Il “gabinetto” di guerra servirà solo ad allentare la presa dell’estrema destra, la cui intransigenza è stata una delle ragioni principali dietro alla disfatta del premier. Il leader di Potere ebraico, Itamar Ben Gvir, ha monopolizzato le decisioni, spesso controverse, dell’esecutivo di Netanyahu e ha grosse responsabilità sull’attacco di Hamas.

La decisione di spostare la maggior parte dell’esercito a protezione dei coloni in Cisgiordania era stata infatti caldeggiata dal ministro della sicurezza nazionale. Il risultato? Svuotare di truppe il sud del Paese e renderlo più facilmente “attaccabile”  da Gaza.

Quindi ora che succede?

Gli Stati Uniti, impegnati ad evitare un’ecatombe umanitaria nella Striscia – non a caso stanno inviando aiuti e rifornimenti attraverso l’aiuto del presidente egiziano, Al Sisi – hanno aperto un negoziato che vede coinvolti Israele, Arabia Saudita e soprattutto il Qatar, principale finanziatore di Hamas, sede di una delle più grandi basi americane nel mondo, nonché dell’organizzazione sunnita radicale dei Fratelli Musulmani, collegata ai terroristi palestinesi.

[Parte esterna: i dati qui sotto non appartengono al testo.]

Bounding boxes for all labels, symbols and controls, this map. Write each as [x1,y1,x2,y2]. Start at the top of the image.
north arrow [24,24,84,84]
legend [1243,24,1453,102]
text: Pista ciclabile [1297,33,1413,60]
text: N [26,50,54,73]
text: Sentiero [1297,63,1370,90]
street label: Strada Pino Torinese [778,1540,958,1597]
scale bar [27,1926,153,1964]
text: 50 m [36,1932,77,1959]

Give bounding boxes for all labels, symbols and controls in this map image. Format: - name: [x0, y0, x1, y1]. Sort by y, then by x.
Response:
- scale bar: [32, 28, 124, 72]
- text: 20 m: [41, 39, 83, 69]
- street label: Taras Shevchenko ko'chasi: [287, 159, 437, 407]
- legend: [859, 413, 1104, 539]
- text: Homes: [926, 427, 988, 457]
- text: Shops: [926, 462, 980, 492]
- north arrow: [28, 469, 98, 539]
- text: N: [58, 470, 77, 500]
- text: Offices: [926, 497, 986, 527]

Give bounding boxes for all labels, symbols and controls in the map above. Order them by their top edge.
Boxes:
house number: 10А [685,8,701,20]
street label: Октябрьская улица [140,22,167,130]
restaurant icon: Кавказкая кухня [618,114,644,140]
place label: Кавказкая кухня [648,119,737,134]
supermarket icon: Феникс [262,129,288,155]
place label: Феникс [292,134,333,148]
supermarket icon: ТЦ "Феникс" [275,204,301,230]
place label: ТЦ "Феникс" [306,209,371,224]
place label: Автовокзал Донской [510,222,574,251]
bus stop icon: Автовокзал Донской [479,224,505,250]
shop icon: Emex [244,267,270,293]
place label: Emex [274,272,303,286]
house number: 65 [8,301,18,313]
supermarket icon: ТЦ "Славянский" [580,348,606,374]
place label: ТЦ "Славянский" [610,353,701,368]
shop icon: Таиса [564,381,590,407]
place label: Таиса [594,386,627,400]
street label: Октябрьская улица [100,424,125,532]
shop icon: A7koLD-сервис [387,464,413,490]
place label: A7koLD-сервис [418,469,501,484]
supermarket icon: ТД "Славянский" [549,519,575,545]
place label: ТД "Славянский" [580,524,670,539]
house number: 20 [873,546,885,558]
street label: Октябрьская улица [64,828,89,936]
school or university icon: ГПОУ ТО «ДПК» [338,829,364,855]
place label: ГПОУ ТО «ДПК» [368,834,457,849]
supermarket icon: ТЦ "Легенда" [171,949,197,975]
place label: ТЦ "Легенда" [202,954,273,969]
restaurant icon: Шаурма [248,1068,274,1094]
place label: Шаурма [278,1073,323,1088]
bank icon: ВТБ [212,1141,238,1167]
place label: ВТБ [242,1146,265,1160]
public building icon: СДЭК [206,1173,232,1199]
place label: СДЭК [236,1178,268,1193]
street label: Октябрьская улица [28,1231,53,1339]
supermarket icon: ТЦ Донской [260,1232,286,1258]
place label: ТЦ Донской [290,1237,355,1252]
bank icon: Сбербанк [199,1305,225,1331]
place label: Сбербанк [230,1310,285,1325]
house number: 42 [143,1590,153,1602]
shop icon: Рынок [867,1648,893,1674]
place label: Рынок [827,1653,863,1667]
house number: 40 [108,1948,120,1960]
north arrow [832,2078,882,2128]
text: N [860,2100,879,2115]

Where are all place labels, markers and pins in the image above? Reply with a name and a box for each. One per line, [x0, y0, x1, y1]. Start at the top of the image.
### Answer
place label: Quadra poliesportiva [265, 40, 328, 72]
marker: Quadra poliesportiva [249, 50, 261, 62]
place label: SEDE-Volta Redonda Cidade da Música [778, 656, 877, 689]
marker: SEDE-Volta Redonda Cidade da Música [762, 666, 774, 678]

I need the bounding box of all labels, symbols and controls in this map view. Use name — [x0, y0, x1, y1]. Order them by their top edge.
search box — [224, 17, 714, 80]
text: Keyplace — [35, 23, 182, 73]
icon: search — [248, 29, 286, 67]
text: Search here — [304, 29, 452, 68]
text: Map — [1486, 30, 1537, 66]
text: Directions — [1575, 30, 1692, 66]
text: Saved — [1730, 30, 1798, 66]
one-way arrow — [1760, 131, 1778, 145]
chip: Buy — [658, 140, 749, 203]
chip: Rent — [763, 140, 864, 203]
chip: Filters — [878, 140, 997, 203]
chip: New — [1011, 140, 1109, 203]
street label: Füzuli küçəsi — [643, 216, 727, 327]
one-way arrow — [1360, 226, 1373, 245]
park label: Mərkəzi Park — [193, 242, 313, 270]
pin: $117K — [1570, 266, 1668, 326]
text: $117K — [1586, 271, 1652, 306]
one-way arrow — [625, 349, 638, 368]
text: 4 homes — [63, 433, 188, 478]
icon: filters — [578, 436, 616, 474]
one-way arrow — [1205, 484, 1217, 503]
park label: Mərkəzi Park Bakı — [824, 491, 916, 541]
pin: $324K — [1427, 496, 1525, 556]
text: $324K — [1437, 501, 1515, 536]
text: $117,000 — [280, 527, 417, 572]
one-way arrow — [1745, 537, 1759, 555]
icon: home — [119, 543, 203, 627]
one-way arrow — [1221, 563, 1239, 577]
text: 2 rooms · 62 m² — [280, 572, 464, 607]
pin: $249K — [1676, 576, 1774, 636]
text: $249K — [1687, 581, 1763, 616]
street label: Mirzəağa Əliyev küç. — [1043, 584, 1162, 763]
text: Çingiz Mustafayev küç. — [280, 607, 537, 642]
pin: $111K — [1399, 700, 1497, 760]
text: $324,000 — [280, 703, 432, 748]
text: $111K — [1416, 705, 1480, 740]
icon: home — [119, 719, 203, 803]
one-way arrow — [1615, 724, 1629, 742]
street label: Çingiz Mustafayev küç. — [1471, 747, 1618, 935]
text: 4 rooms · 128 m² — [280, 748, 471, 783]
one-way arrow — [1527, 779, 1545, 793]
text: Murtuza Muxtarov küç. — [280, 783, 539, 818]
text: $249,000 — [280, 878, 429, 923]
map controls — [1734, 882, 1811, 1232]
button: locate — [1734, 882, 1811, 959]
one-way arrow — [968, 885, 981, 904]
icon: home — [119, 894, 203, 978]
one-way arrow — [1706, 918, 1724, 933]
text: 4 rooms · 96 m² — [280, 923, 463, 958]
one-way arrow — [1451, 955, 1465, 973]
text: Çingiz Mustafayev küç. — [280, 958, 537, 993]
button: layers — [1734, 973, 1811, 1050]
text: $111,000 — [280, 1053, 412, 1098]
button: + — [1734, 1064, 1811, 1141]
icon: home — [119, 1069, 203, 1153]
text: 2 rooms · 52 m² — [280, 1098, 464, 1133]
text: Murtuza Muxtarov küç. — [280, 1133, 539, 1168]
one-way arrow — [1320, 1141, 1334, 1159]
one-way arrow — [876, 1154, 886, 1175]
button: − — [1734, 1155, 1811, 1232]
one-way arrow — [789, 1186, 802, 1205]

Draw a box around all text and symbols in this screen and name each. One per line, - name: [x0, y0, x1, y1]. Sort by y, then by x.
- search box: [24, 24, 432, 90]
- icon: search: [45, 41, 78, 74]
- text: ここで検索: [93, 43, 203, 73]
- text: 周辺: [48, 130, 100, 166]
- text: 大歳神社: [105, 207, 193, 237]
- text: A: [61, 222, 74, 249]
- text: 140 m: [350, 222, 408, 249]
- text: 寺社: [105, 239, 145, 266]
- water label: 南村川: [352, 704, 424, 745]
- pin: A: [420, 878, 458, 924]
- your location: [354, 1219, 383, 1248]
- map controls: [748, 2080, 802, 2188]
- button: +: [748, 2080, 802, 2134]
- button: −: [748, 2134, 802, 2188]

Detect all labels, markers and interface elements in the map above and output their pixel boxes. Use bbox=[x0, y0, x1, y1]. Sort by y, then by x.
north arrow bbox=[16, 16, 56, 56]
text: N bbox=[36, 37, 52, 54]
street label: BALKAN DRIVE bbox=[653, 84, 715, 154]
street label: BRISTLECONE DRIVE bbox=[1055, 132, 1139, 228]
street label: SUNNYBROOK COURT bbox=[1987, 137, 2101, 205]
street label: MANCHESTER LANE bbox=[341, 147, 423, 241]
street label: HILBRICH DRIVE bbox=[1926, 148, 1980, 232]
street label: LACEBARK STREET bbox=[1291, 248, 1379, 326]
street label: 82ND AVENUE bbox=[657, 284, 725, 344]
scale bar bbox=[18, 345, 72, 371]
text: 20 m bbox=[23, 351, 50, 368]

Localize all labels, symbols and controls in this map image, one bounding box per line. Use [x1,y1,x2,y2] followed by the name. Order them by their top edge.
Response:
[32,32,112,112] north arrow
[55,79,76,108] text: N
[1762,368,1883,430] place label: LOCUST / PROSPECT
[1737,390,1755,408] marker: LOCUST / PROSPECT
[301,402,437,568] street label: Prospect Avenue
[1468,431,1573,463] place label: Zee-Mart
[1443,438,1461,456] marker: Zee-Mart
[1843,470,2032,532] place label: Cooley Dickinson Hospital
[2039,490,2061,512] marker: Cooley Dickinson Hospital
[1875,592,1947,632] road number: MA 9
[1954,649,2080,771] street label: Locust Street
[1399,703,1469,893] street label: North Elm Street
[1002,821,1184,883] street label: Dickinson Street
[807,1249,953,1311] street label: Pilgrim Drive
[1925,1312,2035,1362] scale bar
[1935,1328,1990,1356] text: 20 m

A questi negoziati partecipa personale dell’intelligence e diplomatico. Washington ha un disperato bisogno di risolvere la vicenda rapidamente per due motivi. Il primo: tra gli ostaggi di Hamas ci sono una decina di cittadini americani. Il secondo: dovesse andare fuori controllo questo nuovo conflitto israelo-palestinese, si complicherebbe di molto il cammino, già lastricato di difficoltà, di Joe Biden per la riconferma alla Casa Bianca…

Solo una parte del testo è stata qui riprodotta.